Chapter 1: The Oracle's Revelation
(Cassian Rourke's POV)
The first time I saw the woman who would ruin my life..
She was already supposed to be dead.
I didn’t know her name then.
I didn’t know the sound of her voice or the way she tilted her head when she concentrated. I didn’t know she liked painting giant wings on old brick walls or that she fed stray cats behind a broken bakery in the Vireo District.
All I knew was what the screen told me.
And the screen had never been wrong before.
Not once.
I stood alone in the dark operations room on the sixty-eighth floor of Aurelion Tower.
The city lights of Valmere glittered beyond the glass walls like scattered diamonds.
Millions of people were down there living their lives.
Laughing, arguing, falling in love, and making mistakes.

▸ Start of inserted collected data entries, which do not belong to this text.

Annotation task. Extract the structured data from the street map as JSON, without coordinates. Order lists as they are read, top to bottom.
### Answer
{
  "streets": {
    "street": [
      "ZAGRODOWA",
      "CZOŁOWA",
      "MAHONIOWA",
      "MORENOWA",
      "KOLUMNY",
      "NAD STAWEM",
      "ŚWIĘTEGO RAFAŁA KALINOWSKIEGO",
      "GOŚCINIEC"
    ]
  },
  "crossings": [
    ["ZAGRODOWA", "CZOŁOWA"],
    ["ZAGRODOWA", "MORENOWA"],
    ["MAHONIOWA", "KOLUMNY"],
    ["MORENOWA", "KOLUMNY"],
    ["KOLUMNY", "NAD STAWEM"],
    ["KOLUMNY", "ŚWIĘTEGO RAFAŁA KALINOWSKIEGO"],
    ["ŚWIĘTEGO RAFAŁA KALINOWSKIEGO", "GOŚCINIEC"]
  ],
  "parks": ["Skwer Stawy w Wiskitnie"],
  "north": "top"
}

They had no idea that a machine above their heads could predict most of their futures with terrifying precision.
My machine, ORACLE.
I leaned forward, resting my palms on the cold metal desk while the system finished processing its calculations. Lines of code moved across the screen like silent rivers.
Behind me, Rowan Hale paced the room.
He dragged a hand through his messy dark hair and sighed for the fourth time in ten minutes.
“You’ve been staring at that screen as if it owes you money,” he muttered.
I didn’t turn around.
“It’s finishing a full predictive run,” I said.
Rowan stopped pacing. “Cassian, it’s three in the morning.”
“Yes.”
“You haven’t slept.”
“I’m aware.”
He walked closer and folded his arms. You built ORACLE to analyze global patterns, Markets, Economics, Climate risk, and not random people.
I ignored him.
The system beeped softly.
The final data file appeared.
Rowan groaned under his breath. “You’re doing it again.”
“Doing what?”
“Playing God.”
I almost smiled.
God didn’t run probability algorithms.
I did.
I tapped the screen.
The profile loaded slowly.
Subject: Mireya Solis
Age: 28
Occupation: Floral shop owner / freelance mural artist
Residence: Vireo District, Valmere
A photograph appeared.
I blinked once.
Then again.
The woman in the photo stood in front of a painted wall, her dark hair tied loosely behind her neck. There was a smudge of blue paint on her cheek.
Her eyes were bright.
Not the empty, bright people who fake for photos.
Real bright, Alive.
She looked like someone who laughed easily.
Strange.
Most faces I saw every day belonged to billionaires, investors, and politicians.
This woman looked like sunlight in human form.
Rowan leaned over my shoulder.
“Okay,” he said slowly. “She’s pretty. Congratulations. Why are we running predictions on her?”
I didn’t answer.
Because something was wrong.
My fingers moved quickly across the keyboard.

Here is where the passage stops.